* **TASK ITEM**
Taking each line of the records in turn, count those containing "canvas" and report only the number.

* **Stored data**
______________________________

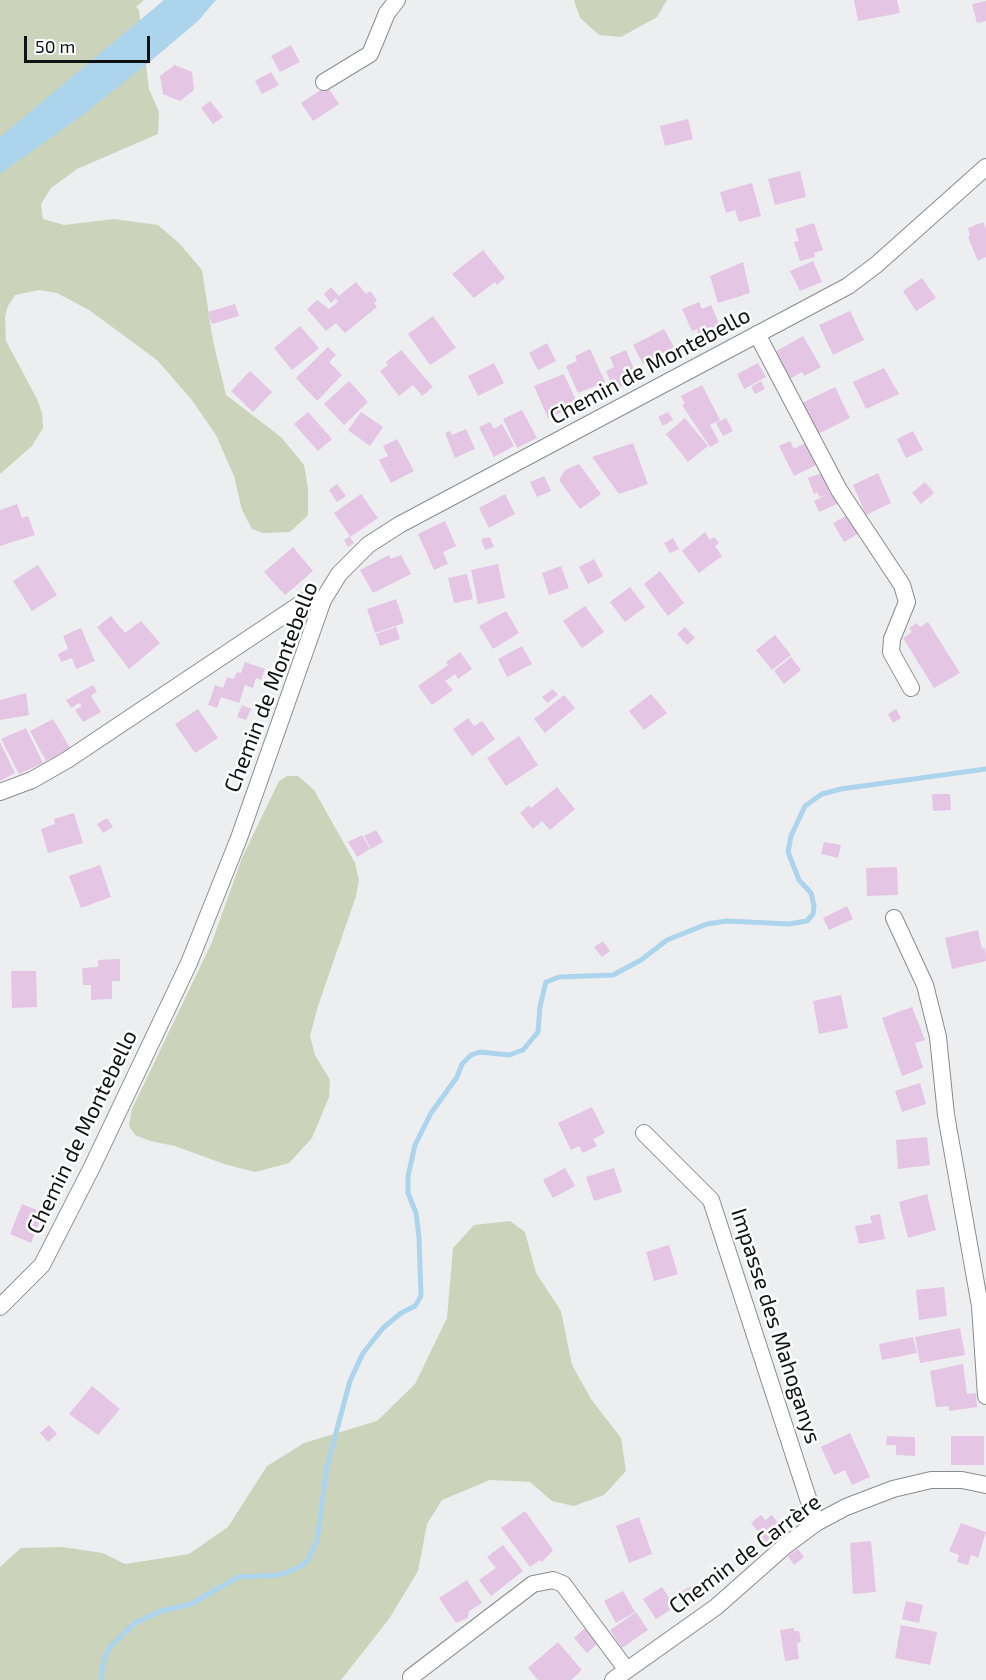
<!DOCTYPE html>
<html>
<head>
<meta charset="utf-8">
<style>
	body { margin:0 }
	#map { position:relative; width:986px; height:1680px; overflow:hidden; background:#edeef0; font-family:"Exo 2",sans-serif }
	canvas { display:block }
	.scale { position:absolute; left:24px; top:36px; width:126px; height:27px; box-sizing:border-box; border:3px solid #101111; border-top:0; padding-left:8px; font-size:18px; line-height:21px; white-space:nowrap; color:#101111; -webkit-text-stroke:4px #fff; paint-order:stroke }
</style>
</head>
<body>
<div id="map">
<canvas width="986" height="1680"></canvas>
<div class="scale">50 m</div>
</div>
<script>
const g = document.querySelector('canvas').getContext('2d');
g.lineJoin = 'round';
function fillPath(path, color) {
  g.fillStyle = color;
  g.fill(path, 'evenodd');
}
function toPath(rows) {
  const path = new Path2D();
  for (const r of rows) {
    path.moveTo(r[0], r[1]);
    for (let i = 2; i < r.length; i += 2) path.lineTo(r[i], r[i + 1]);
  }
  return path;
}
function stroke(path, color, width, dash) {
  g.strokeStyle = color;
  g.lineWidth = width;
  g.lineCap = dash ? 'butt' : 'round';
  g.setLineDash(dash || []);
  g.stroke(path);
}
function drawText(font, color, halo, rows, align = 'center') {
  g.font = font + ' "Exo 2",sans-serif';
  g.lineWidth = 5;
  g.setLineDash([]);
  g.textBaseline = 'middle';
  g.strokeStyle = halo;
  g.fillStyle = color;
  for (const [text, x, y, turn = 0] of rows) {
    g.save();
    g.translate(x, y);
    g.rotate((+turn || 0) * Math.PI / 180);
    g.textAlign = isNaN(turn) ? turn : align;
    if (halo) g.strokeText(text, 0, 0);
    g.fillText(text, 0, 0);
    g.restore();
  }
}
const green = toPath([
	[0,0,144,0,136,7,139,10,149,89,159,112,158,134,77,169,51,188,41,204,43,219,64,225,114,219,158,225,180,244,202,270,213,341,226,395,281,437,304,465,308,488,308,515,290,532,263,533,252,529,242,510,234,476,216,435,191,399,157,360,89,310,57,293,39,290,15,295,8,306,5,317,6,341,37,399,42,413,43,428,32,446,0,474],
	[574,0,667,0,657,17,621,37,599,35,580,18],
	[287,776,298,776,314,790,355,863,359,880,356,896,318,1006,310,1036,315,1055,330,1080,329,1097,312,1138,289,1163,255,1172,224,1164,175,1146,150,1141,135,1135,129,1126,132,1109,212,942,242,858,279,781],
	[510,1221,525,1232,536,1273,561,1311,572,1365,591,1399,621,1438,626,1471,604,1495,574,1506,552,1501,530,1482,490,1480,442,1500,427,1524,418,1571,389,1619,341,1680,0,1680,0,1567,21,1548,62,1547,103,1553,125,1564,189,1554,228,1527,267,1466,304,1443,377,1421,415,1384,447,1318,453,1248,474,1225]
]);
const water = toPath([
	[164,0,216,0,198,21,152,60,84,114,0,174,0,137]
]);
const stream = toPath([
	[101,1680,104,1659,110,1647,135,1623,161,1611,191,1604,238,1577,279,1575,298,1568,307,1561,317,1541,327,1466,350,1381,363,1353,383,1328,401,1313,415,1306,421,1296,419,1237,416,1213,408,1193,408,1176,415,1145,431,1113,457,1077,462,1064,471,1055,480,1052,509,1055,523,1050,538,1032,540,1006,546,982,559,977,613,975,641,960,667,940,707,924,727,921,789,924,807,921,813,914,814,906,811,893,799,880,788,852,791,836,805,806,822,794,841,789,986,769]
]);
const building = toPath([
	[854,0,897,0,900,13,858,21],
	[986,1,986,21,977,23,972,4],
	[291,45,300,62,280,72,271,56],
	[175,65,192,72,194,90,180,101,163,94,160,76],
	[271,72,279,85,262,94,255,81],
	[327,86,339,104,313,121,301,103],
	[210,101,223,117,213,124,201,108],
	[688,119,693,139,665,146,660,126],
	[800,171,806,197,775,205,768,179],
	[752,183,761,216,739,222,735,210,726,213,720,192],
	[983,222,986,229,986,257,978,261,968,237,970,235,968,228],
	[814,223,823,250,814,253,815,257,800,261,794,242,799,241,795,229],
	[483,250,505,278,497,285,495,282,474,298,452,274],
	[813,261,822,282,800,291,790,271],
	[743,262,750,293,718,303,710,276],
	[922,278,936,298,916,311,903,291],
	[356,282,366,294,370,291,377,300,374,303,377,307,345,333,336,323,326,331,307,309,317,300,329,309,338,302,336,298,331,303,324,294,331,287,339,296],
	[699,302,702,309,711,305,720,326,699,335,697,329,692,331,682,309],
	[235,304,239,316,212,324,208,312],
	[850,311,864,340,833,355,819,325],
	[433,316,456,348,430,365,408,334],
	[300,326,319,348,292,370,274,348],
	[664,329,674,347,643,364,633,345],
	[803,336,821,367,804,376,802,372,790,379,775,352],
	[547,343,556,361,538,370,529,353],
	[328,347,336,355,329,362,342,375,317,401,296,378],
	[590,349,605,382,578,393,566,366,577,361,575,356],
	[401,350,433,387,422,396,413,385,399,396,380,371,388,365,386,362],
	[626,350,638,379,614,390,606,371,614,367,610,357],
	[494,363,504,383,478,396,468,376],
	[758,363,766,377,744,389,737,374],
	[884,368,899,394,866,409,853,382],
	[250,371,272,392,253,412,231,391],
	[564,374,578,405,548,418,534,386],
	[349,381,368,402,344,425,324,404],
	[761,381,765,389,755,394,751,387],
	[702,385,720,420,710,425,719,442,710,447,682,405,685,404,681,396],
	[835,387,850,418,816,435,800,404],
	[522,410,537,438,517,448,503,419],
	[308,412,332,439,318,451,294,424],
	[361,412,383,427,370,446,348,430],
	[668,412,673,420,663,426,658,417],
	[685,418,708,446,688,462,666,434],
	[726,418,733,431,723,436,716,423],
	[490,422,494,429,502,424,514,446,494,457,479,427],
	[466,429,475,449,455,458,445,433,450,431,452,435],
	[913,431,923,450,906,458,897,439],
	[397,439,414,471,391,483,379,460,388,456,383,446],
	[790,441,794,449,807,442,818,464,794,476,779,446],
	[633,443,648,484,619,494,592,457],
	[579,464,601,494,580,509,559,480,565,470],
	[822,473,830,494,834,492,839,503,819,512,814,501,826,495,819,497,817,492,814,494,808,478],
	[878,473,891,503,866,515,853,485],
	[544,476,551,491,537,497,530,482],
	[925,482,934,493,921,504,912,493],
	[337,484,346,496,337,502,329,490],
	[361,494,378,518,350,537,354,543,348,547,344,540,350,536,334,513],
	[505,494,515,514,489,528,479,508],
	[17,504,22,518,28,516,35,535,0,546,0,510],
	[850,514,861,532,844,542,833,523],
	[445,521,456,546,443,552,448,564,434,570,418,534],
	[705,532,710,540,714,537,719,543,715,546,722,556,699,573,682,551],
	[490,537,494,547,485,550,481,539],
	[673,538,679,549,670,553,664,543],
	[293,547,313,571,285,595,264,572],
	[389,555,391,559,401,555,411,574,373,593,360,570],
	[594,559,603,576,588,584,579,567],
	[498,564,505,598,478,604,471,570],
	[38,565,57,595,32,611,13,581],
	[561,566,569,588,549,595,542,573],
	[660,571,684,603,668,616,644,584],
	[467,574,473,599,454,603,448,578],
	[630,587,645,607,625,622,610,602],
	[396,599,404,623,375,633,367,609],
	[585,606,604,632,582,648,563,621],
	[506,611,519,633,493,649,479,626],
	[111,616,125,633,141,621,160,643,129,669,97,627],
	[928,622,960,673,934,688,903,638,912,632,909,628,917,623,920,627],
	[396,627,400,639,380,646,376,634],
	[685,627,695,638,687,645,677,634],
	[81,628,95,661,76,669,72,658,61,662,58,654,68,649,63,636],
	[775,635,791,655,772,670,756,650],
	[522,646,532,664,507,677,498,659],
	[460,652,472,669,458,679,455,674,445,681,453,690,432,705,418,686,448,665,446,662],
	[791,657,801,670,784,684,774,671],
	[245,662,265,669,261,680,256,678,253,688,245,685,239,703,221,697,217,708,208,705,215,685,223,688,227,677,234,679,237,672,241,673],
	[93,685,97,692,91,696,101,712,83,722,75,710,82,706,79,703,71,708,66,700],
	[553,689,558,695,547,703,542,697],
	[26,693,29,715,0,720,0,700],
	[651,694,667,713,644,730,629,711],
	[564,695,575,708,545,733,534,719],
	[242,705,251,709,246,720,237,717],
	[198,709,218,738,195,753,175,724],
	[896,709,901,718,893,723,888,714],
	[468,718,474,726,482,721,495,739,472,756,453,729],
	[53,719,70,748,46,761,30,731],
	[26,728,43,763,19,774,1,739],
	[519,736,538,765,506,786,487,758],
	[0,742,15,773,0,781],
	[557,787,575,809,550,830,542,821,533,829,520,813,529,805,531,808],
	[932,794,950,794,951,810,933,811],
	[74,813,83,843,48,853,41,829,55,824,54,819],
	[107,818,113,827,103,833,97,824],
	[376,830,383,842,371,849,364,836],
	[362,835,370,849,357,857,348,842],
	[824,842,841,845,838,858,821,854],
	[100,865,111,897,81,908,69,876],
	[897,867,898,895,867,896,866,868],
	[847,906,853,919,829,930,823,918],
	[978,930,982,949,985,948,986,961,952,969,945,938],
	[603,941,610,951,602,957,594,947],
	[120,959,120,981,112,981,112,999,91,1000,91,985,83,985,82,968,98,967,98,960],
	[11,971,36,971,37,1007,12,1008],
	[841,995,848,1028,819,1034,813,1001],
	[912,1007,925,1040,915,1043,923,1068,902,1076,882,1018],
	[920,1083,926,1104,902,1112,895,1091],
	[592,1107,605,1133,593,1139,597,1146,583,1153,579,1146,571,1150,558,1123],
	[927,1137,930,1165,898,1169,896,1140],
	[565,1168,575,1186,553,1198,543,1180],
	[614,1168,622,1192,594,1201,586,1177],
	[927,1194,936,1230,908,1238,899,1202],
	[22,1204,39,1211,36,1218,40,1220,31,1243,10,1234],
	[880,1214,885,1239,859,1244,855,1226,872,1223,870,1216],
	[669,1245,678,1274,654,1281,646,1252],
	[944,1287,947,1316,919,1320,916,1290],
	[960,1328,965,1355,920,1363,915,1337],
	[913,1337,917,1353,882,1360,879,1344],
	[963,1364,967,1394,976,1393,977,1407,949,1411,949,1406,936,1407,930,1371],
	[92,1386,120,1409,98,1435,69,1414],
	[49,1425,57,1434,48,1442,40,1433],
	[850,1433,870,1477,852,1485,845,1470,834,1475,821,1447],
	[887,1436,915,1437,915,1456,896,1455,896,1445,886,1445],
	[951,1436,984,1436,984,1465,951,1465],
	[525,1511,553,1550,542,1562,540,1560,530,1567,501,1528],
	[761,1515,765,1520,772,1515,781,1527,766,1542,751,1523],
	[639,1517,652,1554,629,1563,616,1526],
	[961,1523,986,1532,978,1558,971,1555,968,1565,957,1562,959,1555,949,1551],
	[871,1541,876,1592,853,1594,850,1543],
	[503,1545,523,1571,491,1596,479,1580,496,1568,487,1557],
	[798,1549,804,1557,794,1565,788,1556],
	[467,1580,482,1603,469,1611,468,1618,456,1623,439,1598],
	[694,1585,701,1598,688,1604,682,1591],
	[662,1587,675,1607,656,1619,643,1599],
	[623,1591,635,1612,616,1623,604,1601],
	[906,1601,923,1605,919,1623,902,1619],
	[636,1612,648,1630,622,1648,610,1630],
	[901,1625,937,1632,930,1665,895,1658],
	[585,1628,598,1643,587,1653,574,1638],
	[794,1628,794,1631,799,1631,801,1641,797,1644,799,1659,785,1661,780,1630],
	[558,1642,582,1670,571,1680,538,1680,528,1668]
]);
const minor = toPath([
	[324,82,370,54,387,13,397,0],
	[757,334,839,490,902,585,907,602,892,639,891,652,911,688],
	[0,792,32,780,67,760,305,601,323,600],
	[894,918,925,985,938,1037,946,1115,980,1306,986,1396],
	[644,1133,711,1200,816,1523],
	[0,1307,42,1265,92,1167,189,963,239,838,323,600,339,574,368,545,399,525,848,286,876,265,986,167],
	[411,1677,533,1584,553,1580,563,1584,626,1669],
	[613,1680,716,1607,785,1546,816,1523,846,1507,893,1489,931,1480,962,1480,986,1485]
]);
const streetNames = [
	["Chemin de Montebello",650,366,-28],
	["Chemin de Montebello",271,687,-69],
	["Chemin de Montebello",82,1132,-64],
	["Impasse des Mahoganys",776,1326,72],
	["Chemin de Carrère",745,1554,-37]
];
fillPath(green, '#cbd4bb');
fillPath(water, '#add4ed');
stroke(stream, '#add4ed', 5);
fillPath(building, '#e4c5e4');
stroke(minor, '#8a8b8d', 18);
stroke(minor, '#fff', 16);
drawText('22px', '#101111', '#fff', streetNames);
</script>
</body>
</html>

______________________________

* **EXERCISE OUTPUT**
3